- Country: Bangladesh
- Division: Barisal
- Upazila: Taltoli
- Time zone: UTC+6 (BST)

= Shuvo Sondha Beach =

Shuvo Sondha Sea Beach is located in Nolbunia of Nishanbariya Union, Taltali Upazila, in the coastal district of Barguna. It stretches across 4.5 kilometers at the confluence of the Payra, Bishkhali, and Baleshwar rivers. It is a major attraction.

== History ==
Efforts to develop this beach as a tourist spot were initiated by the then Upazila Nirbahi Officer (UNO) of Taltali, Badruddoza Shuvo, along with several local tourism enthusiasts and journalists.
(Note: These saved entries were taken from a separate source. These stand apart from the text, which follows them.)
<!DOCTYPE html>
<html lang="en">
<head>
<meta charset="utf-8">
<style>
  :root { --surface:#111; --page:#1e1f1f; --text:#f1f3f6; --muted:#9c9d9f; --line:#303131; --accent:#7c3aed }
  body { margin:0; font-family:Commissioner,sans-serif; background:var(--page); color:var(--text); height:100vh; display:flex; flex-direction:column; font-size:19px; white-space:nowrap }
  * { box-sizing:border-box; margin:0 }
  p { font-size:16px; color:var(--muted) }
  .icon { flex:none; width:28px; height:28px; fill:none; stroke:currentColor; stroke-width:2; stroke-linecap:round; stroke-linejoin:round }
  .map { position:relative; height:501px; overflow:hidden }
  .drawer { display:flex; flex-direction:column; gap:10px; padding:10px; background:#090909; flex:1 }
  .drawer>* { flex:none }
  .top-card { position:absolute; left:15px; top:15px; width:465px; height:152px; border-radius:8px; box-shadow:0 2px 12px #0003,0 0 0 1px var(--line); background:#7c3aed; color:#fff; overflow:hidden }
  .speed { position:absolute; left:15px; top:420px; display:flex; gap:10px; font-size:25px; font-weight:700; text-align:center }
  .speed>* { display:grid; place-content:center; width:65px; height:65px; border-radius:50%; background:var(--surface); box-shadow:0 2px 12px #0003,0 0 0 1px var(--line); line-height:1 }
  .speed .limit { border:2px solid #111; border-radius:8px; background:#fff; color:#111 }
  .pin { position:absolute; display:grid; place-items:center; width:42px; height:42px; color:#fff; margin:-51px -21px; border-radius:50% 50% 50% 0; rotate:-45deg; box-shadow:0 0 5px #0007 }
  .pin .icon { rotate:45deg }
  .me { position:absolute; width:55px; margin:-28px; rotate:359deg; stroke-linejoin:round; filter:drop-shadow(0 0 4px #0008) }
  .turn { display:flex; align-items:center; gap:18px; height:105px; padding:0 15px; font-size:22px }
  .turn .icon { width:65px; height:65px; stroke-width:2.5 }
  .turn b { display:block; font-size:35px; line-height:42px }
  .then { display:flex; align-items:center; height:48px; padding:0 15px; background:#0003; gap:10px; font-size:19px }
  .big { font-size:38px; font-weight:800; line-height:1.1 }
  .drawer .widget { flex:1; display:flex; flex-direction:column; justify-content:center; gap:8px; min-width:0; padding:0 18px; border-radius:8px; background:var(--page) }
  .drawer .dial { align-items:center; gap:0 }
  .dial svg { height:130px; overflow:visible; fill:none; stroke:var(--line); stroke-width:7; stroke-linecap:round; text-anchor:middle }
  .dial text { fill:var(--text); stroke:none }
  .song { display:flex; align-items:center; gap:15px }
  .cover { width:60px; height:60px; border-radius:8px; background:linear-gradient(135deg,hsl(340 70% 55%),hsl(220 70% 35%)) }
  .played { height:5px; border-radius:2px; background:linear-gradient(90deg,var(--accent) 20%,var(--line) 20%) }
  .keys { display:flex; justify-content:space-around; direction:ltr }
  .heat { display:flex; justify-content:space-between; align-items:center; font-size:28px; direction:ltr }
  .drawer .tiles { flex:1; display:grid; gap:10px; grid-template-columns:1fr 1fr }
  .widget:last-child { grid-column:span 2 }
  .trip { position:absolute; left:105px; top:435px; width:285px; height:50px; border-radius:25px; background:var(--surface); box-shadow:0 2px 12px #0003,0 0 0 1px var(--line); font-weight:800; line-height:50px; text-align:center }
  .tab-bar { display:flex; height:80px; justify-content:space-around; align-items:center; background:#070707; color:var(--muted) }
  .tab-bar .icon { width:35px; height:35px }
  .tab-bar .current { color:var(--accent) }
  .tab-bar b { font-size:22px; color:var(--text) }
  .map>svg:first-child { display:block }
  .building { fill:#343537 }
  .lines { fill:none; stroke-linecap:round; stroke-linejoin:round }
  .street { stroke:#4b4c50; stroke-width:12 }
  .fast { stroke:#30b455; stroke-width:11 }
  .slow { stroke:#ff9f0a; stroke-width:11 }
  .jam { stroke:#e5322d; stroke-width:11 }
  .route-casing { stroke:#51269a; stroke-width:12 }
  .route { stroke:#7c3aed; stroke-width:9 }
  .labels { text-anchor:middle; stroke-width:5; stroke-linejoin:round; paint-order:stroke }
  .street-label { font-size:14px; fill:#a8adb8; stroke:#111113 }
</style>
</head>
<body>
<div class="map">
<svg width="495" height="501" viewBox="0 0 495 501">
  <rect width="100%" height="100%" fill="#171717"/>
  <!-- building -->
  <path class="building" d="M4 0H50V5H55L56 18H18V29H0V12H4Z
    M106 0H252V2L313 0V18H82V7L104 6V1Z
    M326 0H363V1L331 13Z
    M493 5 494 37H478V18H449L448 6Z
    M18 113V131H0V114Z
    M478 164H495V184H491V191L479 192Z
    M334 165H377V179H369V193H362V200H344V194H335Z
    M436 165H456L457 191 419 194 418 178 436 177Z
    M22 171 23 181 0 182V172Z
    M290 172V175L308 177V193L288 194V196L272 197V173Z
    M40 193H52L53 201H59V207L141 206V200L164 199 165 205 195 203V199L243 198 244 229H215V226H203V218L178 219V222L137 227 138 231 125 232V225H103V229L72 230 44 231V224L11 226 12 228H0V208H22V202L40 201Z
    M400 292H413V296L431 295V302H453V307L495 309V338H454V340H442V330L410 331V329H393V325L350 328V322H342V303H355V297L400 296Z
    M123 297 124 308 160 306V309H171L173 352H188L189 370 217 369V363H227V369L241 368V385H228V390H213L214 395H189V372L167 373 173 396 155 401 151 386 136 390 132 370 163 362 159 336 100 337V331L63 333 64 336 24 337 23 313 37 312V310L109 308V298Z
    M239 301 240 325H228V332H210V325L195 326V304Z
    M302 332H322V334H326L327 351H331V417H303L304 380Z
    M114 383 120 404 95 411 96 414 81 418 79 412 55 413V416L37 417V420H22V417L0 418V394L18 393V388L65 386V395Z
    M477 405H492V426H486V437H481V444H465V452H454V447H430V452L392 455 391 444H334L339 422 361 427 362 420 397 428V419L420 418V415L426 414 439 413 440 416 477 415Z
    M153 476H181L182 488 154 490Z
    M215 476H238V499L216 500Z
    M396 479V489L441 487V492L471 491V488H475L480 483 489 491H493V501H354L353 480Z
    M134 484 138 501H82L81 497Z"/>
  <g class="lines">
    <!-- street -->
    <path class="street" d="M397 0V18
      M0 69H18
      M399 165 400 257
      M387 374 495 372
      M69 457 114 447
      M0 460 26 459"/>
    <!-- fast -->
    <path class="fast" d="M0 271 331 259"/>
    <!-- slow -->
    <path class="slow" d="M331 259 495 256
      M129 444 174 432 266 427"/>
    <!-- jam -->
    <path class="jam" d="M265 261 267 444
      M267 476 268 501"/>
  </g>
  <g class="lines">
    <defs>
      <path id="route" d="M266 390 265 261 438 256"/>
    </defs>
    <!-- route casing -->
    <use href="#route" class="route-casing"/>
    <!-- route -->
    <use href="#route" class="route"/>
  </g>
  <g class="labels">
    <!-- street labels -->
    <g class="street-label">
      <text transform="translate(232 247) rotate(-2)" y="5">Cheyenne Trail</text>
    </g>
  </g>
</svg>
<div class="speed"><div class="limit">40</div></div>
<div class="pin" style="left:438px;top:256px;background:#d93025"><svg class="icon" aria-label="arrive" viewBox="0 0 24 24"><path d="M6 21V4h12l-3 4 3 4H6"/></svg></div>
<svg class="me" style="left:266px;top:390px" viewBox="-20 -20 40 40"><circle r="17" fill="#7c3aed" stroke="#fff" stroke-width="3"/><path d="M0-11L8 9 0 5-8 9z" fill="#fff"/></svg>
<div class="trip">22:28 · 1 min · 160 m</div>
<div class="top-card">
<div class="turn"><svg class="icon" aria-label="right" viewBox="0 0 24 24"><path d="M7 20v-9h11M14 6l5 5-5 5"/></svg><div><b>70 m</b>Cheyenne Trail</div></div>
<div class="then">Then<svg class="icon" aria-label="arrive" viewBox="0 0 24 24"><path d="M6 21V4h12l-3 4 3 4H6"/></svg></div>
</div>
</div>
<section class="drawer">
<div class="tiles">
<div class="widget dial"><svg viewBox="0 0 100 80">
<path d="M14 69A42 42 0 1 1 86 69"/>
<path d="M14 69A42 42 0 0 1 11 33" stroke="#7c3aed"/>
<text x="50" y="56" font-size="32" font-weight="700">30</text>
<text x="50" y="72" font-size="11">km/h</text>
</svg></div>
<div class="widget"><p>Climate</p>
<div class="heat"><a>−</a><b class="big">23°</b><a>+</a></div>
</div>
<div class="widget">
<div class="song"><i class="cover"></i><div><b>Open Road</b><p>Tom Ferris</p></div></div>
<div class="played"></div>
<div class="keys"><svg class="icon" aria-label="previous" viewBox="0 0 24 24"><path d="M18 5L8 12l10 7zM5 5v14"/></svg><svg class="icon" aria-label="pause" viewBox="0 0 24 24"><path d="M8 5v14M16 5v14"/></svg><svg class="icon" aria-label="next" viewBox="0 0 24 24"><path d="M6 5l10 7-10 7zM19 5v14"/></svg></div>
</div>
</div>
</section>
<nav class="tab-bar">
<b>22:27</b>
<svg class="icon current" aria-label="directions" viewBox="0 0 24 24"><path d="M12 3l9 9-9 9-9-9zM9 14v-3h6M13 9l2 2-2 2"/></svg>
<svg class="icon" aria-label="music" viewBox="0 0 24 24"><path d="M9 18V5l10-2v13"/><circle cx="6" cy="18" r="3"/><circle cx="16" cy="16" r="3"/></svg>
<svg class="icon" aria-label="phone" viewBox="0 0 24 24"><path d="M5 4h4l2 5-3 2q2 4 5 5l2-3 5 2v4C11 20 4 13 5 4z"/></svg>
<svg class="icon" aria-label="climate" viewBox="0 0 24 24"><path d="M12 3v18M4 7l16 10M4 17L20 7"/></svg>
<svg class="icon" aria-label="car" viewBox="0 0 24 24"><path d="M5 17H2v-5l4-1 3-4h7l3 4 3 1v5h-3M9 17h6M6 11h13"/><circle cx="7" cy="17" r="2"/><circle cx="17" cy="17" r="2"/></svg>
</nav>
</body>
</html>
Following these efforts, on 1 December 2017, the newly transferred UNO Badruddoza Shuvo officially inaugurated the area as a tourist center. The beach was named "Shuvo Sondha Sea Beach Tourism Center" in his honor.

== Location ==
Shuvo Sondha Sea Beach is located about 15 kilometers from the headquarters of Taltali Upazila. The beach stands at the estuary where the three major rivers of Barguna—Payra, Bishkhali, and Baleshwar—meet the sea. The sandy coastline stretches nearly four kilometers.

== Natural scenery ==
On one side lies the sea, while on the other, casuarina (jhau) forests spread across the land. To reach the beach, visitors must walk along a quiet road. Soon, they encounter the sandy shore, decorated with crab patterns. The combination of seawater on one side and casuarina forest attracts visitors.

== Tourism ==
The beach attracts a large number of visitors, contributing to the local economy. In the past, there were no proper facilities for boat rentals or parking, but these have recently been arranged by the authorities. However, due to the absence of tourist police, the beach is not considered safe at night.